Brian Gongol filling in for Steve Deace on WHO Radio
Brian Gongol


Podcast: Updated weekly in the wee hours of Sunday night/Monday morning. Subscribe on Stitcher, Spreaker, Apple Podcasts, Google Podcasts, or iHeartRadio


With a wind advisory in effect for everyone south of Highway 20 here in Iowa, it's a good time to think about capturing some of that wind energy and turning it into money. The US Department of Energy wants the country to get 20% of our electricity from wind power by 2030. That date seems far off, but ask the parent of any college senior: 22 years can pass in the blink of an eye. Now, if we're to make any money off the deal, we have to capture the wind energy, turn it into electricity, and move that electricity to other parts of the country. One plan to help do that would involve putting up $10 billion worth of super-high-voltage transmission lines which could get the electricity out of the Upper Midwest and off to other parts efficiently. But maybe we could get the same job done by putting high-capacity superconducting power lines down the middle of the Interstate medians that already pass through the nation's biggest population centers. It's worth considering. Meantime, across the ocean, our friends in the UK are working on installing nearly 200,000 residential windmills by 2020.

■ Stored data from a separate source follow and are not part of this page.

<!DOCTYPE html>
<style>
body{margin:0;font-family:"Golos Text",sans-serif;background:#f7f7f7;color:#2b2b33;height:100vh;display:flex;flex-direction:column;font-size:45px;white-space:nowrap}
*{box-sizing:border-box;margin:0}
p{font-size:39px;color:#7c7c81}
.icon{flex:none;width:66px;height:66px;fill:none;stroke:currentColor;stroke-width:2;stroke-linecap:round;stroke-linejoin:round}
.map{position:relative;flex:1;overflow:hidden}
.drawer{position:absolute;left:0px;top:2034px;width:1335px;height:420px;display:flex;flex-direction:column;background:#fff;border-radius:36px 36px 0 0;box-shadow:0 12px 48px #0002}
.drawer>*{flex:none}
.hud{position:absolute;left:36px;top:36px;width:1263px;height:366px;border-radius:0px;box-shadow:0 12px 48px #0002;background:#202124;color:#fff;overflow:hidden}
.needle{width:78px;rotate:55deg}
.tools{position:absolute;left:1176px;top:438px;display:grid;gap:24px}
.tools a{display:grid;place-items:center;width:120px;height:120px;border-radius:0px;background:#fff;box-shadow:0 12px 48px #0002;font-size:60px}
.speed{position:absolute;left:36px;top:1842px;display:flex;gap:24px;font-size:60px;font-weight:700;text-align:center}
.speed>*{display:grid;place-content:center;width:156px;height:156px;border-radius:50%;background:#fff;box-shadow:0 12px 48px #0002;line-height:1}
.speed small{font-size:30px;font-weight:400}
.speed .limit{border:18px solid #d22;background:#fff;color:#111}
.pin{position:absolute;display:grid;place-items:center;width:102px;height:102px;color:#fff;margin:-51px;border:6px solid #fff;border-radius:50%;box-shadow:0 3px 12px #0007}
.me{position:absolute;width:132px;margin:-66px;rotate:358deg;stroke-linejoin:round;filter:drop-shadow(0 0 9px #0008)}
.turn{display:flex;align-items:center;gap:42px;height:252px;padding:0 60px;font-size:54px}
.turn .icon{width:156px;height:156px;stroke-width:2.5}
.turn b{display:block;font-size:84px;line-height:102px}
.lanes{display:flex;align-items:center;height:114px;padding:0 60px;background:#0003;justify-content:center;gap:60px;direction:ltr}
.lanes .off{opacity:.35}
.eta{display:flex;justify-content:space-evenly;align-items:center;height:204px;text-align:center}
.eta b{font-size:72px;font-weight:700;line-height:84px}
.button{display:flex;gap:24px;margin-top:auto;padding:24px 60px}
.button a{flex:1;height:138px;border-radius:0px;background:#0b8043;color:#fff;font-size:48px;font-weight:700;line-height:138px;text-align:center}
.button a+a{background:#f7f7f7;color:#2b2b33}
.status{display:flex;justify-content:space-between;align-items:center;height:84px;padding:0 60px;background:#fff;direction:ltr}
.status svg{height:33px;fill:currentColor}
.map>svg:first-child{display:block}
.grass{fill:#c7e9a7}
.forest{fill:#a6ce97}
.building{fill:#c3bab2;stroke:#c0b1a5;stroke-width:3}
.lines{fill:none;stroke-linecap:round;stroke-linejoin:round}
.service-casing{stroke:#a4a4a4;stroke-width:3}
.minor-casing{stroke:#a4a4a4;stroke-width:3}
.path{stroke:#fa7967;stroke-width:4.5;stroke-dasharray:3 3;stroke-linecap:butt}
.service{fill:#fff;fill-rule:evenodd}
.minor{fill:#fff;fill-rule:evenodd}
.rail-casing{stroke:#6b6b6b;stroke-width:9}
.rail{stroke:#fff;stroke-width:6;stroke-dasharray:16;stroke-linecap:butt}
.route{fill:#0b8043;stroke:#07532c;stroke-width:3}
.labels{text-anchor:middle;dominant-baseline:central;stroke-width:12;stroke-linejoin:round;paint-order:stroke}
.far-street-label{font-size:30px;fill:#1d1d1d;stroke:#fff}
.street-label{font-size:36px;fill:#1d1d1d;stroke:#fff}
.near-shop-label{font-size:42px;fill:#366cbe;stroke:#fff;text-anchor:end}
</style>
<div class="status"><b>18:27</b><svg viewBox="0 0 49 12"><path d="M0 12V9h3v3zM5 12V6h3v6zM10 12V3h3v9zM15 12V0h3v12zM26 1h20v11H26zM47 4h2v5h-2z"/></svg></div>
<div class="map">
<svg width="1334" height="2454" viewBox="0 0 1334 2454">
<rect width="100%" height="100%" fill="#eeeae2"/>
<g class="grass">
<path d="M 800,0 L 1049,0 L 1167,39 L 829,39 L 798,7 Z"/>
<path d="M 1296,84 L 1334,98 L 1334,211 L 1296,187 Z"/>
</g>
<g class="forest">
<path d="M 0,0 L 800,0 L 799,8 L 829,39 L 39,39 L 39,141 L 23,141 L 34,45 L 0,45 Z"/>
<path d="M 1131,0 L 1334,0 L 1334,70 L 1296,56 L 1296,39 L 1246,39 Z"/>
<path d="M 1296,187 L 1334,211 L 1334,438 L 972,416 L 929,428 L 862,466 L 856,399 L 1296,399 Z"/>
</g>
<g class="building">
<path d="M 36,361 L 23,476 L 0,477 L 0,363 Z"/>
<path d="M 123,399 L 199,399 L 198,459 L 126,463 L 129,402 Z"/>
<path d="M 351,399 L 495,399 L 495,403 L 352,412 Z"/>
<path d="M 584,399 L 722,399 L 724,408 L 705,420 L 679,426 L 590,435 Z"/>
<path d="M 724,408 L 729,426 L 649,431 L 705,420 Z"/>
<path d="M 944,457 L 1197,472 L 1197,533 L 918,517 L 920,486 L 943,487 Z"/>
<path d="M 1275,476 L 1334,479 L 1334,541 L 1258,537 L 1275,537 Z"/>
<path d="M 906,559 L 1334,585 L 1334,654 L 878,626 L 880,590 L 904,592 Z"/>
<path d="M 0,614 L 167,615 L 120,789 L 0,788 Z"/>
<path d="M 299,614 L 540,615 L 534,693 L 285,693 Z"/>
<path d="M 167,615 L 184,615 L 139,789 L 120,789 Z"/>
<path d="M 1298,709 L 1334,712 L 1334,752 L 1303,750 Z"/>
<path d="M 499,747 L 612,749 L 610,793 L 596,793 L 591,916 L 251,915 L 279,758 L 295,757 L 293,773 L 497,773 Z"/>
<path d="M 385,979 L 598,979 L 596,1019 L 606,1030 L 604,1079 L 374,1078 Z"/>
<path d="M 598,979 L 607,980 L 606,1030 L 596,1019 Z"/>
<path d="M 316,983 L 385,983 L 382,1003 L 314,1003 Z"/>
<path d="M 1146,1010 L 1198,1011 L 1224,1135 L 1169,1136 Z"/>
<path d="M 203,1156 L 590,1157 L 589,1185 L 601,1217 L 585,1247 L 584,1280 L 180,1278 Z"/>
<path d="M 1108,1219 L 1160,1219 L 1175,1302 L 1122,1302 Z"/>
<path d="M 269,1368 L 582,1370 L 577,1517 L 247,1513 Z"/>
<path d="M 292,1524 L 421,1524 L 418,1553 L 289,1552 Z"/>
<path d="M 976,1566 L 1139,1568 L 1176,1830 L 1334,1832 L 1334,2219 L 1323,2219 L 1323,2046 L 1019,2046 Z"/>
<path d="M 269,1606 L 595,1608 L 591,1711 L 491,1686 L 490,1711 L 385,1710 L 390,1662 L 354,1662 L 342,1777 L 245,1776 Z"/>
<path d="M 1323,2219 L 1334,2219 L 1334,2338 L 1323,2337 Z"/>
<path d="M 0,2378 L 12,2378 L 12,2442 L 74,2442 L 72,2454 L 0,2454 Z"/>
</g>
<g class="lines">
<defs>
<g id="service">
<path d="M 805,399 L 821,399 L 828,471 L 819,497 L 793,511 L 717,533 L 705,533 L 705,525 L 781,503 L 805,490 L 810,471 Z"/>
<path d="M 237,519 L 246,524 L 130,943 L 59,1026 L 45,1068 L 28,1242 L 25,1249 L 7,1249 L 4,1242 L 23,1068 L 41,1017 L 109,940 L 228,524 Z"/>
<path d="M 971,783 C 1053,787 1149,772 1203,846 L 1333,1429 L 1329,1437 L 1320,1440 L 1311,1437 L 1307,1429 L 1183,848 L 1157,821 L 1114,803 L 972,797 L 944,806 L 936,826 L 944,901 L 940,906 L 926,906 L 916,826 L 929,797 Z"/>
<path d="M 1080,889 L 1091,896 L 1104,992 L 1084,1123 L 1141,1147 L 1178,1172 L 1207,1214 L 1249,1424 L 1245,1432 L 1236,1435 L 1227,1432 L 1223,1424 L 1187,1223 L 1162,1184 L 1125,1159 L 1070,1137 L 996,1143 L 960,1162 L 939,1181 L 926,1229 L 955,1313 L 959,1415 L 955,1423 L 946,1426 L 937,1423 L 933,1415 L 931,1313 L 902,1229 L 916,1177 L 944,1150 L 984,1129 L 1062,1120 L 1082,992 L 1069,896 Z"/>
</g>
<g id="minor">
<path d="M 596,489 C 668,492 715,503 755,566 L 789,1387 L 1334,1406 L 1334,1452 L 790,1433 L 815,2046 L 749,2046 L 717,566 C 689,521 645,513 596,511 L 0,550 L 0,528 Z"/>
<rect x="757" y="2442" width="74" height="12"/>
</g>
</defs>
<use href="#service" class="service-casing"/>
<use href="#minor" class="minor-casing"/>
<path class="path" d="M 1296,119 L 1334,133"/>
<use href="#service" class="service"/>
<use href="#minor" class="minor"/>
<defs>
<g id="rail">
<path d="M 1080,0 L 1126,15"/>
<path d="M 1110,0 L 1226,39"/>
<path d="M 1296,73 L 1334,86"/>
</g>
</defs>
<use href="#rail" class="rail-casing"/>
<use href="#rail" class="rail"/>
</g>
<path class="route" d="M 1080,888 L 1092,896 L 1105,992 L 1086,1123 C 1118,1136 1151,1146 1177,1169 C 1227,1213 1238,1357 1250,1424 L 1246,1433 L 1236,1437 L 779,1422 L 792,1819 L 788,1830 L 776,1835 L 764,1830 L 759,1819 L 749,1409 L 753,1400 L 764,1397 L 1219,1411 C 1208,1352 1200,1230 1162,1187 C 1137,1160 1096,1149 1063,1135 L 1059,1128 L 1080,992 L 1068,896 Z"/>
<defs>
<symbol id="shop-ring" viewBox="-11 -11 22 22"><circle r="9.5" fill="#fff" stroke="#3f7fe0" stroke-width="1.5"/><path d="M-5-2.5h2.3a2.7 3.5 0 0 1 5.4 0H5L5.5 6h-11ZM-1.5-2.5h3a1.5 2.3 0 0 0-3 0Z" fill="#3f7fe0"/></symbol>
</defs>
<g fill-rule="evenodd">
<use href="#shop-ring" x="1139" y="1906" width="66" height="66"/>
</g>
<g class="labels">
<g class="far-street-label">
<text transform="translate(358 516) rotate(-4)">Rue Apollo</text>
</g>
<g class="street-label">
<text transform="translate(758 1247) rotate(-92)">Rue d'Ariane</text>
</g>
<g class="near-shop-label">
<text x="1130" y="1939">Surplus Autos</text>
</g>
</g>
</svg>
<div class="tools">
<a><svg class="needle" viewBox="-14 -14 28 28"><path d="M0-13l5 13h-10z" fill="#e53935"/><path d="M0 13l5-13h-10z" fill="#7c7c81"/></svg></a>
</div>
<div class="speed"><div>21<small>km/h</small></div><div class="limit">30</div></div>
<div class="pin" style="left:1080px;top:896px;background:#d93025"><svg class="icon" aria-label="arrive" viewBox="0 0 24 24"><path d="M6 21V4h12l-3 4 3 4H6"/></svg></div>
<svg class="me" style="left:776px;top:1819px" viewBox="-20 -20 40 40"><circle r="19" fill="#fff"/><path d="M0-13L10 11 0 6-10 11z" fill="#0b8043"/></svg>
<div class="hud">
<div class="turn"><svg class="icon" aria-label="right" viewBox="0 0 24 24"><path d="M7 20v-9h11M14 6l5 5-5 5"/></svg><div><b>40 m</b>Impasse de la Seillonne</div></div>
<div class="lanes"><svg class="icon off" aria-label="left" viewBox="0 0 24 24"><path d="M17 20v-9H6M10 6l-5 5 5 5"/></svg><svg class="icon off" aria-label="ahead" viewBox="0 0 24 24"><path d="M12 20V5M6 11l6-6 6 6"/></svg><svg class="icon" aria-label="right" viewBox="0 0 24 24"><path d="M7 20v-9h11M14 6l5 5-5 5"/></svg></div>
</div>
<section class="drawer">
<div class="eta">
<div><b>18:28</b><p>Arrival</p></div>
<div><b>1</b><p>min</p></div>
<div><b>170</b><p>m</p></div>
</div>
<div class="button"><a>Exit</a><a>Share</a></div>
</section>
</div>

How many times can a person repeat a verbal tic like "You know"? Well, if that person is Caroline Kennedy, who wants to become the next Senator from New York, that number is 142. She said "You know" 142 times in one recent interview with the New York Times.

Some crazy thoughts are coming out of Russia these days: Joseph Stalin has just been voted the third-greatest Russian of all time in a vote for a TV series. Yes, that's the same Stalin who was responsible for sending millions of people to die in the Gulag and starving millions more in Ukraine. Stalin's history is probably being whitewashed thanks to his role in leading the Soviet Union through victory over the Nazis in World War II, but the role of Communism remains inexcusable in causing decades of needless suffering throughout the world -- including yet today in North Korea.

It's hard to tell whether the Stalin vote is more or less nutty than the talk of a Russian professor who says there's a 50-50 chance that the US will break up within the next two years. To that, one can really only ask what would really cause such a thing to happen. Sure, we have some colossal economic threats and we have some shining examples of political trouble right now, most prominently the troubles Illinois governor Rod Blagojevich is having. But those problems are easily matched by the things we have going for us. The economy may stumble, but we still have cell phones, air travel, and biochemistry, among many other things. And with those tools (and the knowledge they both represent and enable), we are practically immune to revisiting the Dark Ages. And when we have trouble with a fishy appointment to the US Senate by a governor who has little or no public support, Article I, Section 5 of the Constitution already has us covered. Straight from the text:
Each House shall be the Judge of the Elections, Returns and Qualifications of its own Members [...] Each House may determine the Rules of its Proceedings, punish its Members for disorderly Behaviour, and, with the Concurrence of two thirds, expel a Member.
So, with all the troubles in the world, at least a little reason for hope: We have rules and tools alike, all of which help us get through the tough times. And we'll probably come out of them all a little stronger for having survived.